Sam Scott-Young
- Full name: Samuel Joseph Norman Scott-Young
- Born: 7 April 1967 (age 59) Townsville, QLD, Australia
- Height: 6 ft 3 in (191 cm)
- Weight: 220 lb (100 kg)
- School: Marist College Ashgrove
- Notable relative: Angus Scott-Young (son)

Rugby union career
- Position: Flanker / No. 8

International career
- Years: Team / Apps / (Points)
- 1990–92: Australia / 7 / (0)

= Sam Scott-Young =

Australian rugby union international

Samuel Joseph Norman Scott-Young (born 7 April 1967) is an Australian former rugby union international.

==Biography==
Scott-Young, a native of Townsville, is the son of Queensland state politician Norman Scott-Young. He finished his schooling at Marist College Ashgrove and was a member of an Australian Schools side which finished a northern hemisphere tour undefeated. A backrow forward, he started his first-grade career with Brisbane club Souths, before making his debut for Queensland in 1987.

Between 1990 and 1992, Scott-Young was capped seven times for the Wallabies. After starting his career with home Tests against France and the United States, he gained a place on the 1990 tour of New Zealand, where his performance as flanker in a win over the All Blacks in Wellington earned him man of the match honours.
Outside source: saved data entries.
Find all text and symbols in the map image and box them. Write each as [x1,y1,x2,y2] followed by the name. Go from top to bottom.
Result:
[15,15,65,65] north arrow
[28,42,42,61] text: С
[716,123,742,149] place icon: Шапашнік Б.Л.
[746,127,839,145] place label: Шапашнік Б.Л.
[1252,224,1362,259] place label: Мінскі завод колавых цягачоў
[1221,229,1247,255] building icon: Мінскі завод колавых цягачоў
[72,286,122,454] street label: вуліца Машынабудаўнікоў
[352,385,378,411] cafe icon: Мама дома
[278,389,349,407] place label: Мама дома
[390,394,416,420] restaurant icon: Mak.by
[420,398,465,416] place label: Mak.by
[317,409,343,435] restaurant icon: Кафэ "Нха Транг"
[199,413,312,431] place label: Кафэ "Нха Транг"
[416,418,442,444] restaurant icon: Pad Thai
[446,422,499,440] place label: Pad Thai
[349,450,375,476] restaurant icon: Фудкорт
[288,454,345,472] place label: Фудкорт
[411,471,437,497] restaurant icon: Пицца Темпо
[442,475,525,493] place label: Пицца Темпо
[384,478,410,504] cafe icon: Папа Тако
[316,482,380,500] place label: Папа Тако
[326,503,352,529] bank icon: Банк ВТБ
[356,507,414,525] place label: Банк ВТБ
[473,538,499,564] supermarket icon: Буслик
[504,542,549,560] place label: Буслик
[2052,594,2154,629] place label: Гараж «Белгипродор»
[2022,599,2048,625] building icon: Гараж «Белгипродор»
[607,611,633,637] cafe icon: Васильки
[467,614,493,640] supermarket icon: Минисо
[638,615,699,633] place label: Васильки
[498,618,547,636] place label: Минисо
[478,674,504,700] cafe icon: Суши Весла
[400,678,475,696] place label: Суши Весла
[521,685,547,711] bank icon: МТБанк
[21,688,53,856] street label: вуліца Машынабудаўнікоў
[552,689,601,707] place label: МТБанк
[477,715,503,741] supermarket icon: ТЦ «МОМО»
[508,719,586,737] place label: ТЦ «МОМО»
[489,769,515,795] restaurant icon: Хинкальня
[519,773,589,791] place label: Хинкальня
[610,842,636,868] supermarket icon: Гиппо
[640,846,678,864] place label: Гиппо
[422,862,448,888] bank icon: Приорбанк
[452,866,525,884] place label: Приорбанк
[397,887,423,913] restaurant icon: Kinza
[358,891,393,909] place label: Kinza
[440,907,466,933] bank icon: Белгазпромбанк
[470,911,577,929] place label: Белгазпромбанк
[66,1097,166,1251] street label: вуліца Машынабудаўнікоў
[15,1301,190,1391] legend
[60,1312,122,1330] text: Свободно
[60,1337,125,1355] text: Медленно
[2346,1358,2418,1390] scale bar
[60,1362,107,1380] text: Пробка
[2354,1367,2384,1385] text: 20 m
He played in a Bledisloe Cup series win when the All Blacks visited in 1992, featuring in all three Tests, with his act of winking at his opposing forwards during the haka at Ballymore often remembered.

A ruptured disc below his neck forced Scott-Young into retirement in 1994.

Scott-Young is the father of Queensland Reds forward Angus Scott-Young.